Tüm bunlar yapılırken ve ceza sorumluluğu belirlenirken hukukun evrensel ilke ve esaslarından da taviz verilmemelidir. Çünkü hukuk devleti, hiçbir hal ve şartta bu ilke ve esaslardan vazgeçmek suretiyle sorunları çözemez.

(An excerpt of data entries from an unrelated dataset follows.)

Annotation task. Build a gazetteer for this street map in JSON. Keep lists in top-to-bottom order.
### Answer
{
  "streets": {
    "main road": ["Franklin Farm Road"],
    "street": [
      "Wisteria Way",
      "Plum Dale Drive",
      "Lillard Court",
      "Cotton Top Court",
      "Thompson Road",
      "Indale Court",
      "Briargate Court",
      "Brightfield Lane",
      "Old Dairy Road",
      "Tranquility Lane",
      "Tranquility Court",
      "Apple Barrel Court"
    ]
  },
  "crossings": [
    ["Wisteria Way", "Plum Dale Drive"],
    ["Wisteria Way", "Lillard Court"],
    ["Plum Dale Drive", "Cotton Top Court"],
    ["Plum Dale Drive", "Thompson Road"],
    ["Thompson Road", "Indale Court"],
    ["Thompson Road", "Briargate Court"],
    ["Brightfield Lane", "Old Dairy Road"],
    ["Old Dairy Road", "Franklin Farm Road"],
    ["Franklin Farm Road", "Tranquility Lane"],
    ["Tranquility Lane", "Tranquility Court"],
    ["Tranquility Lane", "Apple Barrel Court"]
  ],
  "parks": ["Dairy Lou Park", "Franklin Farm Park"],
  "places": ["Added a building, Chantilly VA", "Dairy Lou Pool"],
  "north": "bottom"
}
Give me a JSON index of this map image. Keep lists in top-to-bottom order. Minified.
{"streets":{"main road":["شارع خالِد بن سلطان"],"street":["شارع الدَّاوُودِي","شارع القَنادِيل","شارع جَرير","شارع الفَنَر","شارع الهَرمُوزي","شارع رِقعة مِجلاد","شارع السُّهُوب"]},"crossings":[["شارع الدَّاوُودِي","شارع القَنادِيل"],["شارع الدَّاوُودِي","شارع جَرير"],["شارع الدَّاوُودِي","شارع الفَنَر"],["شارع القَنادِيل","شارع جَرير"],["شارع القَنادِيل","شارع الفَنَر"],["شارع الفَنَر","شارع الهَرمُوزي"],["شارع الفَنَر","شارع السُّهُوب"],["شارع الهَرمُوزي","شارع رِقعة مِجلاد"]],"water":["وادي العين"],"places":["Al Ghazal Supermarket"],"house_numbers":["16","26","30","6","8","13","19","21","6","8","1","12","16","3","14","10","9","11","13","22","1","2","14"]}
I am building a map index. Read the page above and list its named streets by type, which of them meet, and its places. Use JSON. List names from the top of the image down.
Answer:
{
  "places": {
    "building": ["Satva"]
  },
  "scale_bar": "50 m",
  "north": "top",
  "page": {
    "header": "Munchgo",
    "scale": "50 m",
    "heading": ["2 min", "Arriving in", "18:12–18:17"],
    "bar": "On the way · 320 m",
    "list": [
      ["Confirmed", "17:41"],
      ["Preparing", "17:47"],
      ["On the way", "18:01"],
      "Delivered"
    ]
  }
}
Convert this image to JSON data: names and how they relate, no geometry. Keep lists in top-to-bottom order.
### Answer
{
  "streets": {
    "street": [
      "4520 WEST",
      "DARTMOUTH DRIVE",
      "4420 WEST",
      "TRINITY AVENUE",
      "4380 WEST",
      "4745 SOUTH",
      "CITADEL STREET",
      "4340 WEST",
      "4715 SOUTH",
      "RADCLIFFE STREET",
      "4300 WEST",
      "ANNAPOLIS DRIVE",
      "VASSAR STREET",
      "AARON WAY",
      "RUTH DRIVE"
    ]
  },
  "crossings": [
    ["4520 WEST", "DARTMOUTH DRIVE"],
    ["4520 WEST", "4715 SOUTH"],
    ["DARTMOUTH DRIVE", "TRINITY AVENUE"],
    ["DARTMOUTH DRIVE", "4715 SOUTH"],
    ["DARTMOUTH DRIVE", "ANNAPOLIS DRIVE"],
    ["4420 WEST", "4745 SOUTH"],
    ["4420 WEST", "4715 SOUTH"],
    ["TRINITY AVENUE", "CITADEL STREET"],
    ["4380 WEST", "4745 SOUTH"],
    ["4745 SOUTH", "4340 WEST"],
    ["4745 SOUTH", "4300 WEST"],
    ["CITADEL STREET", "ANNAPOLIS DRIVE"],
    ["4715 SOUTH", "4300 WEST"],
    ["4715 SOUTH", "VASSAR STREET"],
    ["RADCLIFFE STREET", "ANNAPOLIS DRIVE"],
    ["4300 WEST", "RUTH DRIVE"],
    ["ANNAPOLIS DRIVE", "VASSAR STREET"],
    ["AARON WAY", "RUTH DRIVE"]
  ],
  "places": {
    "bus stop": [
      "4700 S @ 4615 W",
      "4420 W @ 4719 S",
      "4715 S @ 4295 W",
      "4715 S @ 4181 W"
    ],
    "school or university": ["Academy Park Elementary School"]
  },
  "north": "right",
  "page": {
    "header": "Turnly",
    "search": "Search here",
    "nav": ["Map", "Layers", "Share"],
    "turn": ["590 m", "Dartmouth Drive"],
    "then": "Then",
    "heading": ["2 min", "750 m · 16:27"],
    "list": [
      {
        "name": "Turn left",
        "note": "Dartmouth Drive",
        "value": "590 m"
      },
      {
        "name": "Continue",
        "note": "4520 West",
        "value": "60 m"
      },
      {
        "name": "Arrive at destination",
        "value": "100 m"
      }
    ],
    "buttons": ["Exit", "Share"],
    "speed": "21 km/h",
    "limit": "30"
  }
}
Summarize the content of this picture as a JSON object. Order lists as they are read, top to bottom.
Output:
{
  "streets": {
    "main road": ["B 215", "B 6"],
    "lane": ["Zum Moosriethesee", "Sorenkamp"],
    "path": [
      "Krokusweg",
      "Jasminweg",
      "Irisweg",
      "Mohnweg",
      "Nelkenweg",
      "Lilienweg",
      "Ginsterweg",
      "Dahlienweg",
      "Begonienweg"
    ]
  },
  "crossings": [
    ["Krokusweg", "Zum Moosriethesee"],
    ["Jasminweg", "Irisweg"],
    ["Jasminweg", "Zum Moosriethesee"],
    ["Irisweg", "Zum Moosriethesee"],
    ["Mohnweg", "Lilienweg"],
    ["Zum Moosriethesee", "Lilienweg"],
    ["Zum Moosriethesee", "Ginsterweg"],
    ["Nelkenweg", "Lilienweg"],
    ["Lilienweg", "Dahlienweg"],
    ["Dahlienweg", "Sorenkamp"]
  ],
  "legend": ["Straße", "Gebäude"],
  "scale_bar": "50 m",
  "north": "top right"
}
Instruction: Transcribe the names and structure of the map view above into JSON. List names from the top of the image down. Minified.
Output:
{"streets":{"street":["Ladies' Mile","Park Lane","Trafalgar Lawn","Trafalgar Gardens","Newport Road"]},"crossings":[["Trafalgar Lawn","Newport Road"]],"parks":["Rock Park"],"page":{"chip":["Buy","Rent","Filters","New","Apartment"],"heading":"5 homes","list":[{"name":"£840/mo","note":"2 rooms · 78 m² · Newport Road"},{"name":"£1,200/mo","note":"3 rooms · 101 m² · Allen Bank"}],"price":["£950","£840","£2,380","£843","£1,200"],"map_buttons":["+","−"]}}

Bu ilke ve esaslardan birisi de, masumiyet/suçsuzluk karinesi ve herkesin iddiasını ispatla yükümlü olmasıdır. Dün itibariyle gazetelerde, trafik kazalarının önüne geçmek amacıyla yeni yasa hazırlandığını öğrendik. Buraya kadar bir sorun gözükmüyor. Ancak yasa görüşmeleri sırasında, güvenli sürüş yeteneğinin kaybı ile ilgili bir alkol oranının kabulünde isabet olacağı, alkol almak suretiyle araç kullananların trafik denetimleri sırasında sorun çıkardığı, alkolmetreye üflemedikleri gibi, bu kişilerden sürücü belgelerinin de alınamadığı ifade edilmiştir.
Yasa hazırlığı yapan Meclis Komisyonunun kabul ettiği metne göre; 1.00 promil alkol ve bu sınırın üzerinde alkollü olduğu tespit edilen kişi güvenli şekilde araç kullanma yeteneğini kaybettiği kabul edilecek ve hapis cezası ile cezalandırılacaktır.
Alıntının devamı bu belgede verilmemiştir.